## Data supplied
*****

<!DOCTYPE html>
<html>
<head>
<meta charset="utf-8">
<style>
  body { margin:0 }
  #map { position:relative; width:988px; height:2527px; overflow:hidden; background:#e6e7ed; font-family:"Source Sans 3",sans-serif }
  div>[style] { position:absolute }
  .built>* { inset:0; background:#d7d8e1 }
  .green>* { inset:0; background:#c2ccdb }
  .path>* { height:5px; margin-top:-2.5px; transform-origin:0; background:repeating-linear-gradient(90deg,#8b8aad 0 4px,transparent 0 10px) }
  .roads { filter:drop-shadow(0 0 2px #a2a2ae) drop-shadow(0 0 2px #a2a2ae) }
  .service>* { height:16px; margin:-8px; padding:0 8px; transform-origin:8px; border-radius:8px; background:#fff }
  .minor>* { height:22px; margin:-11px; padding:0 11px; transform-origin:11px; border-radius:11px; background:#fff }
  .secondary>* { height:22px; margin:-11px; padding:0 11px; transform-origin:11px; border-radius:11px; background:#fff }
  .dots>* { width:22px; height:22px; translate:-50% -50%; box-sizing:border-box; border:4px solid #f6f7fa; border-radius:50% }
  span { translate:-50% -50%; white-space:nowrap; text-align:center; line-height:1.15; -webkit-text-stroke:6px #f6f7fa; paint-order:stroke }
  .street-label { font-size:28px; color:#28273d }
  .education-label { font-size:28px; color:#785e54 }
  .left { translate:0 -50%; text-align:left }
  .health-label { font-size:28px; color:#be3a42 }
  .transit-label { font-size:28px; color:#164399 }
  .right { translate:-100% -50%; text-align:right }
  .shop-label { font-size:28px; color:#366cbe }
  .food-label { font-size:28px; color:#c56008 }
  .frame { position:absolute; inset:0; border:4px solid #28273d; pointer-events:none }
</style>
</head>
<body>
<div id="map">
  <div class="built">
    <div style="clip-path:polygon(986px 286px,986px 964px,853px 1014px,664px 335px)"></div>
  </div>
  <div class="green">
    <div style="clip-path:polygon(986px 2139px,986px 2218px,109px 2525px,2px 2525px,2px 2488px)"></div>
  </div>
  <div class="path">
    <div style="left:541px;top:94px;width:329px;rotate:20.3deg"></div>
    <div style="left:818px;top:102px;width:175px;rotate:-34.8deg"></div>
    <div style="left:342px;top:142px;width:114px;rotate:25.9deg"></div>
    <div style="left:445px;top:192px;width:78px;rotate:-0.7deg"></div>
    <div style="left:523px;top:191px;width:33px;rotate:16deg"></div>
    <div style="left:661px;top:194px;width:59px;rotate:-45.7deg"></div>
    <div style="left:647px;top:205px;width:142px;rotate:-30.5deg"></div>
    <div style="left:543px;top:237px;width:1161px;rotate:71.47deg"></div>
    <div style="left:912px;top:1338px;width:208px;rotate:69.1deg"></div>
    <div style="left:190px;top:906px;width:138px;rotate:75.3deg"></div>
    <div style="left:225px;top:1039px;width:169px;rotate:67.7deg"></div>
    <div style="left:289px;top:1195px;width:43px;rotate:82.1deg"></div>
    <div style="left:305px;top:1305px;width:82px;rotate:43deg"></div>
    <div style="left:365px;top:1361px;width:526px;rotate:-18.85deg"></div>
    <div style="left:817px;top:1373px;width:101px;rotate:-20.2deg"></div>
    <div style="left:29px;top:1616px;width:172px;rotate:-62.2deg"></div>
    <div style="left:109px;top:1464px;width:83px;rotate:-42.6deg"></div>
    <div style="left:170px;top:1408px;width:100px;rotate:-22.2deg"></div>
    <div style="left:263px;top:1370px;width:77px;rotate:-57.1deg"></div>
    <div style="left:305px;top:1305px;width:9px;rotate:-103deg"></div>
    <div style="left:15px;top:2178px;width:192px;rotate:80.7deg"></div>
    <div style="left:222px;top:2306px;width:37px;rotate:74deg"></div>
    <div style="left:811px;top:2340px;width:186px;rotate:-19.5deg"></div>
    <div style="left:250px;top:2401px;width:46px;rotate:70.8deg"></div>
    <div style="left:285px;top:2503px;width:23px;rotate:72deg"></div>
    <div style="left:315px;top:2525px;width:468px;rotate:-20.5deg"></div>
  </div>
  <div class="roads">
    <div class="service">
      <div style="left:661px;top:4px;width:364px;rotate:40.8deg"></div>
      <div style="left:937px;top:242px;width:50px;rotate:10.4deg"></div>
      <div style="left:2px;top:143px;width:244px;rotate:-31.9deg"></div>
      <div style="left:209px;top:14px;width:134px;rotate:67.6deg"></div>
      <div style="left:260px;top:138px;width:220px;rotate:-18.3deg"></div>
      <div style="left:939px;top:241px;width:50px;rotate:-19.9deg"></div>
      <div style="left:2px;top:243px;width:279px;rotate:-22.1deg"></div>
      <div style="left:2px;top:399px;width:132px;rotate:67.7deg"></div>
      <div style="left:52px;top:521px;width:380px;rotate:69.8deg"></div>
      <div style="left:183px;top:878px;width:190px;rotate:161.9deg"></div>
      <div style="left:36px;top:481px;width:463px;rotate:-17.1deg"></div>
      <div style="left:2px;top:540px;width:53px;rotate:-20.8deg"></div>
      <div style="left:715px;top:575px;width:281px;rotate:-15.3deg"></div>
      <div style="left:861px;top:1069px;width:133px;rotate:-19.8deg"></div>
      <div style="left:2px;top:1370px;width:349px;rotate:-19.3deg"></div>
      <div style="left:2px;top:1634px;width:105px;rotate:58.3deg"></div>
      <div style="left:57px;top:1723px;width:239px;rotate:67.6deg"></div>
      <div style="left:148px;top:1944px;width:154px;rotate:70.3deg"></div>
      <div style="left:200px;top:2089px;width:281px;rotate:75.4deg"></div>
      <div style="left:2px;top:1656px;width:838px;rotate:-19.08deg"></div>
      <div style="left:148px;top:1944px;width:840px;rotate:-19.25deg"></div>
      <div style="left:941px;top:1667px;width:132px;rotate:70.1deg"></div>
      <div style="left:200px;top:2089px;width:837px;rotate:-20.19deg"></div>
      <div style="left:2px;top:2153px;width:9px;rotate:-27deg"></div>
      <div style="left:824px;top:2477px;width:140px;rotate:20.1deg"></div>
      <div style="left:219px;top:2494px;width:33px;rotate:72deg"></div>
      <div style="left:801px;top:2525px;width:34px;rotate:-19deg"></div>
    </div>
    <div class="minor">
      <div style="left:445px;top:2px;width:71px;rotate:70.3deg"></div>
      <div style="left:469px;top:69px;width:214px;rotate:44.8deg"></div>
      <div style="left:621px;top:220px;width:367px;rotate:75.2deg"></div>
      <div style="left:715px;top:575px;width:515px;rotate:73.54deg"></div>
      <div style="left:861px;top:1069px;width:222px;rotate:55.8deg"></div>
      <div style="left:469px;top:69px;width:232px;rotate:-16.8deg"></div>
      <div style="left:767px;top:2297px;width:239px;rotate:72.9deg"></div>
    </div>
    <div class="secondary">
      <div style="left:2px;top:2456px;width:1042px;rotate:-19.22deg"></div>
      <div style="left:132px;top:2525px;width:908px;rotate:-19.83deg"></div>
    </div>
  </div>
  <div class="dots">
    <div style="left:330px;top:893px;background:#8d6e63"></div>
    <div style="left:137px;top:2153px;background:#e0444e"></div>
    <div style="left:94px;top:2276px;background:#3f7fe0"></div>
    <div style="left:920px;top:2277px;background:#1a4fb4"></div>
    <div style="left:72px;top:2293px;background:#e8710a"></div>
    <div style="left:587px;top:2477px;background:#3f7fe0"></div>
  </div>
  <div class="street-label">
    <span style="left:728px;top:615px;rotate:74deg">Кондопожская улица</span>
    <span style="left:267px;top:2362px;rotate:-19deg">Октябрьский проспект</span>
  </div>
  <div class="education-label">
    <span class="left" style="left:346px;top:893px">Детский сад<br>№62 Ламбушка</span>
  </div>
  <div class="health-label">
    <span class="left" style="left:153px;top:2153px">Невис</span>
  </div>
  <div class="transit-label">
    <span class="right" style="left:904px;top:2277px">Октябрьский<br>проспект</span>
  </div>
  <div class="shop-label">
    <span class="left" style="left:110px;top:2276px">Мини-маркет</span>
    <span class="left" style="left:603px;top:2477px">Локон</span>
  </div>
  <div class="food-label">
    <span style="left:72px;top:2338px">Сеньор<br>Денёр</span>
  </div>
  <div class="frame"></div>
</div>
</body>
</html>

*****

## What you are asked to do
Your answer should be the lines of the listing above between the line holding "height:5px; margin-top:-2.5px; transform-origin:0;" and the line holding "filter:drop-shadow(0 0 2px", inclusive, restated word for word and alone.

## Solved problem
  .path>* { height:5px; margin-top:-2.5px; transform-origin:0; background:repeating-linear-gradient(90deg,#8b8aad 0 4px,transparent 0 10px) }
  .roads { filter:drop-shadow(0 0 2px #a2a2ae) drop-shadow(0 0 2px #a2a2ae) }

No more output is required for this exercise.